- 537 Okunma
- 1 Yorum
- 2 Beğeni
EYLEMSİZ SÖYLEMLER
Zamanı behrin birinde bir Türkmen’le tanıştım. Bir süre sonra dostluğu ilerletip birbirimize çay ısmarlamaya başladık. Türk Cumhuriyetleri’nin durumunu merak ettiğim için ara sıra Türkmen’e sorular soruyordum. O’da makul çerçevede bana cevaplar veriyordu. Yalnız Türkmen’in sevmediğim bir huyu vardı. Ne zaman konu Türkmenbaşı’na gelse ana avrat küfrediyordu. Tabi bu durumu kendime yediremiyordum. Kendi kendime “ Ulan nasıl olurda bir insan liderine küfreder” diye Türkmen’in ruh halini anlamaya çalışıyordum. Gel zaman git zaman sonra mübarek bir Pazar günü Türkmen’e lahmacun ısmarlamaya karar verdim. Amacım bu küfürün nedenini öğrenmekti. Neyse kısa keselim. Masaya oturduk ve bizim üçer tane lahmacun geldi. Kaşla göz arasında Türkmen lahmacunun üçünü de götürdü. Ben daha bir tanenin yarısını yiyemedim.
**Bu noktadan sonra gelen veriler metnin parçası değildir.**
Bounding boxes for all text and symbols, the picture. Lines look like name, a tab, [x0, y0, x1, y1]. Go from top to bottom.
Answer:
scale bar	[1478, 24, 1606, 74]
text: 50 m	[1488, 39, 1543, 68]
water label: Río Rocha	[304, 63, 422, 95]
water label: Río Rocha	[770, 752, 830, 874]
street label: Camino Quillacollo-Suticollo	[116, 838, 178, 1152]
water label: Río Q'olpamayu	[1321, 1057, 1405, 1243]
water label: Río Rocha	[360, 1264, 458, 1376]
Üstüne de ayranı yükletince Türkmen’in gözleri faltaşı gibi açıldı. Cıgarasını yakar yakmaz fırsat bu fırsat diyerek ben soruyu patlattım.
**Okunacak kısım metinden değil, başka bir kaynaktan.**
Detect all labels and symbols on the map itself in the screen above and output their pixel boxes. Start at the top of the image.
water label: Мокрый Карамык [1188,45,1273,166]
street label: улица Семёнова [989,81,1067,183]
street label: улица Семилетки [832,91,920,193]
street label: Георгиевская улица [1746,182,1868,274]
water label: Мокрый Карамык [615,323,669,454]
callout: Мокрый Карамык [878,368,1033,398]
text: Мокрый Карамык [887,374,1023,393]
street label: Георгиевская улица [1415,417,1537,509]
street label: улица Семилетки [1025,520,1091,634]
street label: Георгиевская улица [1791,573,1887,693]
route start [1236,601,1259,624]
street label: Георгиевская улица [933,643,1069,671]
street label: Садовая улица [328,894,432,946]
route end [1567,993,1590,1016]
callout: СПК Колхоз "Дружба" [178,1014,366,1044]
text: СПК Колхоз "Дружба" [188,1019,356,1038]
-Kardeş! Türkmenbaşı’na sen niye küfrediyorsun?
Gözlerini yarım kısarak anlatmaya başladı…
-Canım Abiciğim biz Rusya’ya bağlıyken her şeyimiz dört dörtlüktü. Elektrik bedava, doğalgaz bedava, sağlık bedava, eğitim bedava ve devlet evi olmayana kira yardımı yapıyordu. Güllük gülistanlık geçinip gidiyorduk. Ne zaman bu Adam bir bağımsızlık belası çıkardı hepimiz perişan olduk. Sen bunların bağımsız olduğuna inanma. Bunları hala Rusya yönetiyor. Kendi halkını doyuramayanlar nasıl bağımsız olur? Bildiğin üzere ben bu çiftlikte kedi köpek boku temizliyorum. Kız kardeşim Pendik’te çocuk bakıyor ve bebek boku temizliyor. Annem Bahçelievler’de iki yaşlıya bakıyor yaşlı boku temizliyor. İki tane Amcoğlu Veliefendi’de beygir boku temizliyor. Bir haftadır BİM’den aldığım ucuz çikolatayı sabah, öğle, akşam ekmeğe sürüp yiyorum. Ben bu adama nasıl küfretmeyeyim.?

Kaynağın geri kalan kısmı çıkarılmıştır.